Но когда мой старший сын был во втором классе, у него начались проблемы с учебой. Он не мог сосредоточиться, не хотел сидеть и читать, а письмо и вовсе было страшным испытанием.
Мне, писателю и учителю средней школы, трудно было смириться с тем, что мой ребенок школу ненавидит. Потом настал день, когда на родительском собрании мне сказали, что мальчик нуждается в психоневрологическом обследовании. Несколько недель спустя был поставлен диагноз: дислексия, гиперактивное расстройство с дефицитом внимания.
Понятия эти мне были не в новинку. У меня были ученики с дефектами обучаемости, я изобретал способы работы с ними, заполнял бланки наблюдений…
Но когда речь идет о твоем собственном ребенке — это совсем другое дело! Как помочь ему понять, что с ним, и справиться с проблемой?
После долгих раздумий я обратился к тому, что умею, — рассказывать истории.
Спасением для сына в школе стала греческая мифология. Пожалуй, это был единственный предмет в расписании, который ему нравился. Каждый вечер перед сном я рассказывал ему что-нибудь из греческих легенд, а когда они закончились, он попросил сочинить еще.
Тогда, подобно Афине из головы Зевса, из моей головы и вышел миф… о том, что ГРДВ и дислексия — не то, чем кажутся. Я придумал Перси Джексона, полубога, такого же, как Геракл, Тесей и Персей, — но мой полубог был современным американским мальчиком. Мальчиком с ГРДВ и дислексией, который неожиданно узнает: сочетание этих двух недостатков означает, что он — сын олимпийского бога!

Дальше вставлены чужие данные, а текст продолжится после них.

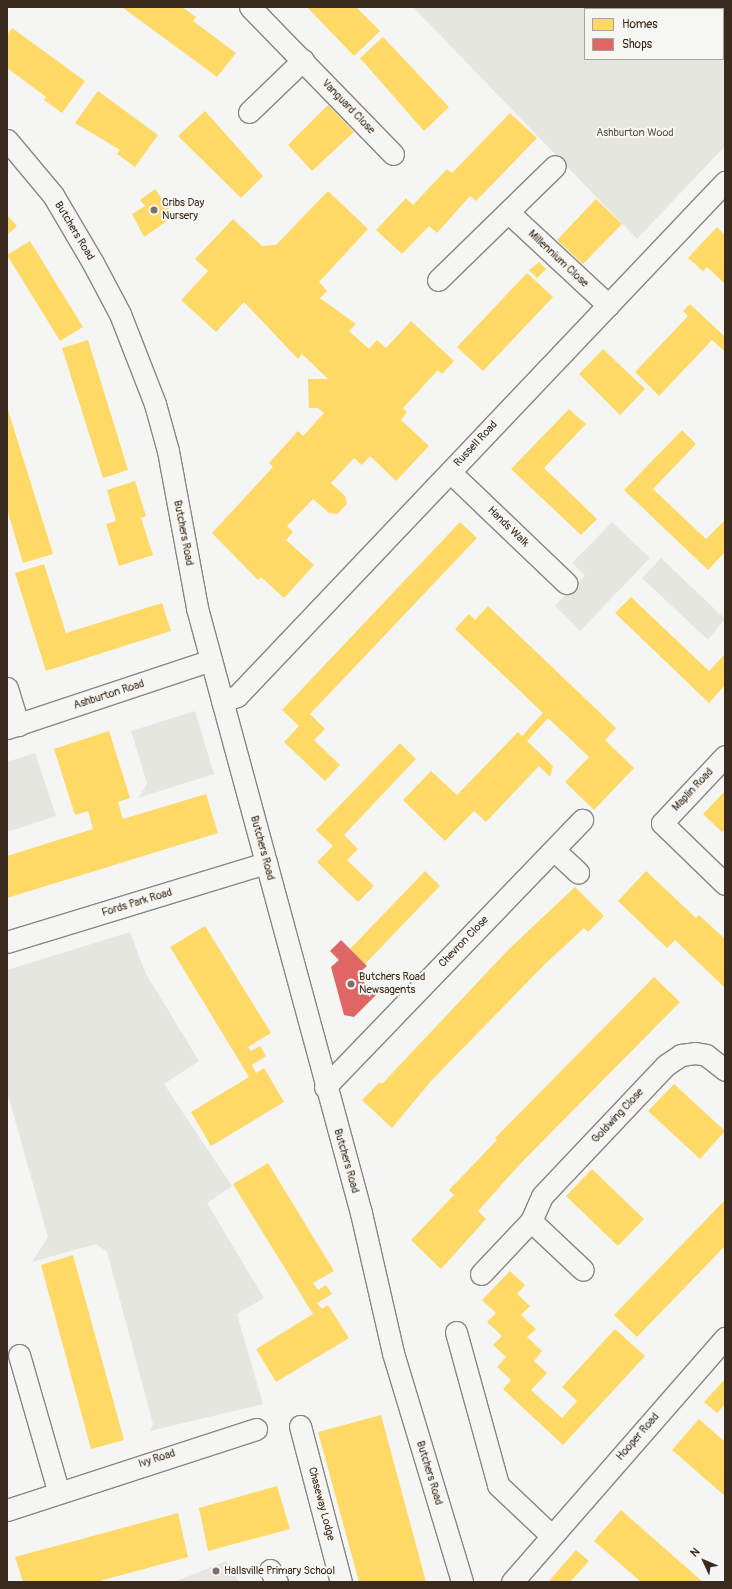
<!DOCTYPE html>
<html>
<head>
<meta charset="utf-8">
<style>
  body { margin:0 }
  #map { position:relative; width:732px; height:1589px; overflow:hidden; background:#f5f5f3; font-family:Pangolin,sans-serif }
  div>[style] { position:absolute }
  .built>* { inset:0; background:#e7e5e2 }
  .green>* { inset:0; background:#e6e6e1 }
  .homes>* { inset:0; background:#ffd966 }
  .shops>* { inset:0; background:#e06666 }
  .roads { filter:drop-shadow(1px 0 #8a8683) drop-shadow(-1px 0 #8a8683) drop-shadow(0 1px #8a8683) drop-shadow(0 -1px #8a8683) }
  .minor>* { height:21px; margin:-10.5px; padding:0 10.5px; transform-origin:10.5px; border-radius:10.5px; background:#f5f5f3 }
  .dots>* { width:11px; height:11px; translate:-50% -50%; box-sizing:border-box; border:2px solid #f6f6f2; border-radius:50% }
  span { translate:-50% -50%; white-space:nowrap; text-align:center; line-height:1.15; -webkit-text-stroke:4px #f6f6f2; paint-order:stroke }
  .street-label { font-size:11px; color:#3b2a1e }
  .park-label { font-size:11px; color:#63564b }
  .poi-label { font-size:11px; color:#3b2a1e }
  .left { translate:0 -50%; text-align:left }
  .frame { position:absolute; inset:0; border:8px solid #3b2a1e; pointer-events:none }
  .legend { position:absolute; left:584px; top:8px; width:140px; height:52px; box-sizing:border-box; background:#f6f6f2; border:1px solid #aba49d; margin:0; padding:5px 7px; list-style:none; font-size:12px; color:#3b2a1e }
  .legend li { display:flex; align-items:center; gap:8px; height:20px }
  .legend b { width:20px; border:1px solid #aba49d }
  .north { position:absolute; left:684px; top:1541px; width:40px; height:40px; -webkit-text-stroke:3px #f6f6f2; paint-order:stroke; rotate:314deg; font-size:11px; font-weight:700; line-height:16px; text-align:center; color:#3b2a1e }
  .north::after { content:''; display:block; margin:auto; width:14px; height:18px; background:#3b2a1e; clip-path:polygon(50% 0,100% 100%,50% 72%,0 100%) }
</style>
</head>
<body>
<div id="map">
  <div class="built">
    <div style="clip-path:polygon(226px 1561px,239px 1582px,174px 1582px)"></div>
  </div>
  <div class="green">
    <div style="clip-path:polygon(evenodd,413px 7px,725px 7px,725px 146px,637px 239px,413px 7px,585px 9px,723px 9px,723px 59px,585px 59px,585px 9px)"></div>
    <div style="clip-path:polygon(612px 522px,650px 558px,580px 631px,555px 606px,585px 575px,572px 563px)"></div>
    <div style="clip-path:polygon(661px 558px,725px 619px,708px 640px,642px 578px)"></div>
    <div style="clip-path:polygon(195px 711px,214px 774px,138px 798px,147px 784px,131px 731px)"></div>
    <div style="clip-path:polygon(35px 753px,56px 816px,7px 832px,7px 762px)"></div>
    <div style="clip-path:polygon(130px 932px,145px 972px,199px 1061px,164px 1084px,232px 1186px,207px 1203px,264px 1298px,237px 1314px,263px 1404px,150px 1431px,153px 1424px,107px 1252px,96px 1244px,32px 1262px,48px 1237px,7px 1092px,7px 970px)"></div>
  </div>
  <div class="homes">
    <div style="clip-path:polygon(122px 7px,182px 7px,196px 17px,193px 21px,236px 53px,217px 77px)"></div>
    <div style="clip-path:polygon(307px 7px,356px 7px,380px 31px,354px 56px)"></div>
    <div style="clip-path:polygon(12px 28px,85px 81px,62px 113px,44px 100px,46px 97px,7px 68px,7px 35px)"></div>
    <div style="clip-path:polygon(383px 37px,449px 107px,424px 131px,360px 58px)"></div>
    <div style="clip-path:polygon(98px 91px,158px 135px,135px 167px,117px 154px,120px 150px,75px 123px)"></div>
    <div style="clip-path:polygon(328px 105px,354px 132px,312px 171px,288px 145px)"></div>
    <div style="clip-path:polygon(205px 111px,263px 176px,241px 198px,178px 136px)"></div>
    <div style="clip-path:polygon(510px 113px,537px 138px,476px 201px,470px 196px,437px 233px,429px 226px,402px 254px,376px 230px,406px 198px,413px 205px,447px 169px,452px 173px)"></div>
    <div style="clip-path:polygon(155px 189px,174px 216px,144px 237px,132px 214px,145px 206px,140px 200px)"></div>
    <div style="clip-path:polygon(328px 191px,368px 229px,319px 282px,327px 291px,320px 298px,356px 324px,349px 331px,369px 349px,377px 340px,386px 348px,411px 321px,454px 361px,442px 374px,438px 370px,403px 408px,407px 412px,401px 420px,429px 446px,396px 481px,370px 456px,362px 465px,354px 458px,331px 483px,345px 496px,347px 504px,337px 514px,329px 513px,313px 499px,287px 526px,293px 532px,286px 540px,314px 565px,284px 598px,261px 577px,258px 580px,212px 533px,273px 467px,269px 463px,298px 431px,303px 436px,324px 413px,318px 408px,309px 408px,308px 379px,328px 379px,302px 354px,298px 359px,244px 302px,216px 332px,181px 300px,208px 271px,195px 259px,233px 219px,262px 246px,276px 245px)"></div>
    <div style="clip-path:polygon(596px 199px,622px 224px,583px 264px,557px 240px)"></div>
    <div style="clip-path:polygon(7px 215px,17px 226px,7px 235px)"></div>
    <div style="clip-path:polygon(717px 227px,725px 235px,725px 284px,707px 267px,703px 271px,688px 258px)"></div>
    <div style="clip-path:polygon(30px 241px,83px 327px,60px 341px,7px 255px)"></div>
    <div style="clip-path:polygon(539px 262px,546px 269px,537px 278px,529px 270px)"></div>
    <div style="clip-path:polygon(527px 273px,553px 297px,483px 371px,457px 347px)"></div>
    <div style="clip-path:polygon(690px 304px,724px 336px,724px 351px,712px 340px,659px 396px,635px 372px,688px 316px,683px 311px)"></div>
    <div style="clip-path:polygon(88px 340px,128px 470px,103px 478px,62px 348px)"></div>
    <div style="clip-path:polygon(603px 349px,645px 389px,620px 415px,579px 374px)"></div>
    <div style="clip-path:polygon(7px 407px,53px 554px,23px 563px,7px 509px)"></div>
    <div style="clip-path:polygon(569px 409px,586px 424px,544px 468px,597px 519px,581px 535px,511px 469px)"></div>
    <div style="clip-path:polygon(682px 430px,696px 444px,653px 489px,706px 539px,725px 520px,725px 552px,708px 570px,624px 490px)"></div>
    <div style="clip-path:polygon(135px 481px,146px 516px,141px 518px,153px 555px,119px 566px,106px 524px,116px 521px,107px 490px)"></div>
    <div style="clip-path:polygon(460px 522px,477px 538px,310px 714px,325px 729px,314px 740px,340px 765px,325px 781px,284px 742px,299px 726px,282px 710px)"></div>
    <div style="clip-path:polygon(44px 564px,66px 633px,162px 603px,171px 631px,46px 671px,15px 573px)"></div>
    <div style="clip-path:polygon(631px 597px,709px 671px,725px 654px,725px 685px,709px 703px,615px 613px)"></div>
    <div style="clip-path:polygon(488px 606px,616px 728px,605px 740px,634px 768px,594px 810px,565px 782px,589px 757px,548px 718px,527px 741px,553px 766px,550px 777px,539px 766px,486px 822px,474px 811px,445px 841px,403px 800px,431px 771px,457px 795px,518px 732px,522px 736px,543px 713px,455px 629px,469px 614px,475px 620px)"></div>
    <div style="clip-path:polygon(109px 731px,130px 798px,118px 802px,123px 819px,206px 794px,218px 833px,7px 898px,7px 856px,93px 829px,88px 811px,75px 815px,54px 749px)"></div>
    <div style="clip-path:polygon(400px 743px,416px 759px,344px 835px,358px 849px,347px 860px,374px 886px,358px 902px,317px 862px,333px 846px,316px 830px)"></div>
    <div style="clip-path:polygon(725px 791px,725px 829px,722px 832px,703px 814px)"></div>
    <div style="clip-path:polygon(425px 871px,440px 886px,365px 964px,350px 949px)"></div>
    <div style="clip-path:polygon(646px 871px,696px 918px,699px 915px,725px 939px,725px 988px,675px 940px,667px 948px,618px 901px)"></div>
    <div style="clip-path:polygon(575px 887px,604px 916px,588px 932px,584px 928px,545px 964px,431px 1081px,392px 1128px,362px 1100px,380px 1082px,382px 1084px,507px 951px)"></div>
    <div style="clip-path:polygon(205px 926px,271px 1033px,248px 1047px,251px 1051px,260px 1046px,266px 1056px,252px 1065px,256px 1073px,264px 1068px,284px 1102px,211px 1146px,191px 1112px,249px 1077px,170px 947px)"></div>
    <div style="clip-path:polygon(654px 977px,680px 1002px,522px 1162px,478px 1211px,486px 1219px,441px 1269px,411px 1240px,454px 1195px,449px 1190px,497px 1140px,495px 1138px)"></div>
    <div style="clip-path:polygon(674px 1084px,725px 1131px,700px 1159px,648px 1111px)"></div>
    <div style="clip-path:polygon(268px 1163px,334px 1271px,313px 1283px,318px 1290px,326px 1285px,332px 1294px,317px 1303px,322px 1309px,328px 1305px,349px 1338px,276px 1382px,256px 1349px,313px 1314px,233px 1184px)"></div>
    <div style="clip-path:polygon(592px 1169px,644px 1219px,618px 1246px,566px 1196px)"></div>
    <div style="clip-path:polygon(725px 1200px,725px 1246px,637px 1337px,614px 1315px)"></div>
    <div style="clip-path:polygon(73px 1255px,124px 1440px,91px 1449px,41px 1265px)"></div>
    <div style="clip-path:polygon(510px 1271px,525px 1285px,517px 1294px,530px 1306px,521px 1315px,536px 1329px,527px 1337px,542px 1351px,534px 1361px,547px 1373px,531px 1390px,562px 1418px,577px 1401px,562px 1387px,615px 1329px,645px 1356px,563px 1445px,503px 1389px,511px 1380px,497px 1367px,506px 1357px,493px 1345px,502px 1336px,487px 1322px,496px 1313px,482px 1300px)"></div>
    <div style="clip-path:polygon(725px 1379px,725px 1404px,717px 1413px,704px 1402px)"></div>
    <div style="clip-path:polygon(381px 1415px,426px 1582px,359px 1582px,318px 1432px)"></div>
    <div style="clip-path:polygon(699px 1419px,725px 1442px,725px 1496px,672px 1450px)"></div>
    <div style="clip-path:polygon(277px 1486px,290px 1529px,208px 1551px,199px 1508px)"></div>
    <div style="clip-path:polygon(621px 1510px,703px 1582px,641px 1582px,594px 1541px)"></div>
    <div style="clip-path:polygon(178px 1513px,188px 1557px,96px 1582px,23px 1582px,15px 1557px)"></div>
    <div style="clip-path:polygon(576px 1550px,589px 1561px,570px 1582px,548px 1582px)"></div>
  </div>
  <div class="shops">
    <div style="clip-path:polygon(341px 940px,367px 966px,357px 975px,377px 994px,354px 1017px,344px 1015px,331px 967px,339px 960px,330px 951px)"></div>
  </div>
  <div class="roads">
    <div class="minor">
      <div style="left:250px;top:7px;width:205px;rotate:45.8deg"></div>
      <div style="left:249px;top:112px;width:75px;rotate:-43.9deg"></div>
      <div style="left:7px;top:140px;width:72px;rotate:50.1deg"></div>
      <div style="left:53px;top:195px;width:79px;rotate:59.5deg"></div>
      <div style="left:93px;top:263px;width:58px;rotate:62.1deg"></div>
      <div style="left:120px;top:314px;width:97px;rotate:68.7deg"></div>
      <div style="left:155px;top:404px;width:49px;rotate:74.5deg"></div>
      <div style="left:168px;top:451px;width:160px;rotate:79.5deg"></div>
      <div style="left:197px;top:608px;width:627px;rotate:74.83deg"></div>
      <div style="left:361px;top:1213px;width:144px;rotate:77.1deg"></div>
      <div style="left:393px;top:1353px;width:239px;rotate:73.2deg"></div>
      <div style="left:508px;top:212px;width:137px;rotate:42.9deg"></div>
      <div style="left:438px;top:280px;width:163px;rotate:-44.3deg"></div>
      <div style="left:450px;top:472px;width:161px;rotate:43.7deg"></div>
      <div style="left:7px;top:688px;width:39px;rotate:73deg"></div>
      <div style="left:222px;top:701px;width:16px;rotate:-18deg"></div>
      <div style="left:237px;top:696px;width:709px;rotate:-46.49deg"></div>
      <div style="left:7px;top:728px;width:215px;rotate:-18.4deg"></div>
      <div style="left:725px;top:756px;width:92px;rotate:133.2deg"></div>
      <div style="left:662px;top:823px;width:88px;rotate:44.1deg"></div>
      <div style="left:554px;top:850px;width:33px;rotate:43deg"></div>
      <div style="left:7px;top:942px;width:271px;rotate:-17deg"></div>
      <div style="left:325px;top:1087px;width:371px;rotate:-46.1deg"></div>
      <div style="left:531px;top:1221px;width:71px;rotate:43.3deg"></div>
      <div style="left:481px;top:1274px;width:73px;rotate:-46.7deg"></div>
      <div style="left:531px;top:1221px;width:27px;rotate:-66deg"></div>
      <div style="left:542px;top:1196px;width:180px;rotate:-46.6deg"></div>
      <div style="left:666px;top:1065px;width:18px;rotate:-34deg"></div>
      <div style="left:681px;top:1055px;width:14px;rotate:-8deg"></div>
      <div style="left:695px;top:1053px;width:11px;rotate:10deg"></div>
      <div style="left:706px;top:1055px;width:24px;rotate:38deg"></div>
      <div style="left:456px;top:1332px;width:159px;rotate:74.6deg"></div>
      <div style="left:498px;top:1485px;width:74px;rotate:43.4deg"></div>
      <div style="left:19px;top:1355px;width:141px;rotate:73.9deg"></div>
      <div style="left:300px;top:1426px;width:161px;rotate:75.3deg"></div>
      <div style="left:7px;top:1510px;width:262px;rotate:-18deg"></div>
      <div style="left:270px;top:1570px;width:14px;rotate:60deg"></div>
      <div style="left:512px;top:1582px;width:324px;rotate:-48.9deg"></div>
    </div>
  </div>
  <div class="dots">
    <div style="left:154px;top:210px;background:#7c7169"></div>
    <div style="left:351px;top:984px;background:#7c7169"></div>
    <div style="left:216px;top:1571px;background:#7c7169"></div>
  </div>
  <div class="street-label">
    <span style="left:348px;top:107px;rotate:46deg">Vanguard Close</span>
    <span style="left:74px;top:231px;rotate:59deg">Butchers Road</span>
    <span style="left:558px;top:259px;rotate:43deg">Millennium Close</span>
    <span style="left:476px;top:444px;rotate:-47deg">Russell Road</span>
    <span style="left:508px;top:527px;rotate:44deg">Hands Walk</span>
    <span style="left:183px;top:533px;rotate:79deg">Butchers Road</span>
    <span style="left:109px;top:695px;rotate:-18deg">Ashburton Road</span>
    <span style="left:693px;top:790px;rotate:-47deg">Maplin Road</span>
    <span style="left:262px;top:848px;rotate:75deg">Butchers Road</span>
    <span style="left:137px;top:903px;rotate:-17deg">Fords Park Road</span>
    <span style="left:464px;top:942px;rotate:-46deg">Chevron Close</span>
    <span style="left:618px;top:1116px;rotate:-47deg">Goldwing Close</span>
    <span style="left:346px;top:1161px;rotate:74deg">Butchers Road</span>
    <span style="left:638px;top:1437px;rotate:-49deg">Hooper Road</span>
    <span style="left:157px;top:1459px;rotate:-18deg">Ivy Road</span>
    <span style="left:429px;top:1473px;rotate:73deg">Butchers Road</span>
    <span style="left:321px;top:1504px;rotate:75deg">Chaseway Lodge</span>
  </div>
  <div class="park-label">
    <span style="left:635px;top:133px">Ashburton Wood</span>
  </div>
  <div class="poi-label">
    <span class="left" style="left:162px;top:210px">Cribs Day<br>Nursery</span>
    <span class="left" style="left:359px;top:984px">Butchers Road<br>Newsagents</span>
    <span class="left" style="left:224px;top:1571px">Hallsville Primary School</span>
  </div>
  <div class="frame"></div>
  <ul class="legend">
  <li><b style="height:11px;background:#ffd966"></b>Homes</li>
  <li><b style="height:11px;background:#e06666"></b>Shops</li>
  </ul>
  <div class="north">N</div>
</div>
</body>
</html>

В «Похитителе молний» гиперактивное расстройство с дефицитом внимания означает лишь то, что ребенок чувствует острее, чем остальные, и замечает не слишком мало, а слишком много. Это вряд ли полезно на скучном уроке, но сохранит герою жизнь на поле битвы. А дислексия — оттого, что мозги приспособлены к чтению по-древнегречески; конечно, намучаешься тут с английским!
Мой сын эту теорию принял с радостью.
В моей книге герою открывается, что его непохожесть на остальных может быть источником силы и символом величия. Если учителя объявляют тебя безнадежным — это не значит, что ты безнадежен вообще. Перси Джексон для меня — дань уважения всем моим ученикам с дефектами обучаемости, но главное — это миф, созданный мной, чтобы помочь сыну понять, кто он.
Когда я закончил рассказывать эту сказку, он стал уговаривать меня записать ее. Я колебался. Я не думал, что это еще кому-то понравится, да и времени свободного не было — полная ставка в школе и по детективу в год… Но в конце концов я выкроил время и написал «Похитителя молний».
Сын был в восторге от окончательного варианта. Я с опаской дал рукопись почитать кое-кому из своих учеников. Им тоже понравилось! Тогда я решился отправить книгу в издательство — под псевдонимом, чтобы поток отказов не поставил меня в неловкое положение. Но через несколько недель был объявлен аукцион на право печатать эту книгу!
Аукцион выиграло издательство «Disney Book Group», и к концу учебного года я стал настоящим детским писателем. А сейчас книги о Перси Джексоне уже читает весь мир.
Если бы пять лет назад вы сказали мне, что сказке, которую я рассказывал на ночь своему сыну, будет посвящен сборник критических статей, я бы только покрутил пальцем у виска!
Сила мифа
Так чем же привлекают детей эти книги? Почему сегодня люди всё еще обращаются к греческим мифам? Ведь это древние рассказы о мире, совсем не похожем на наш. Какое значение они могут иметь в двадцать первом веке?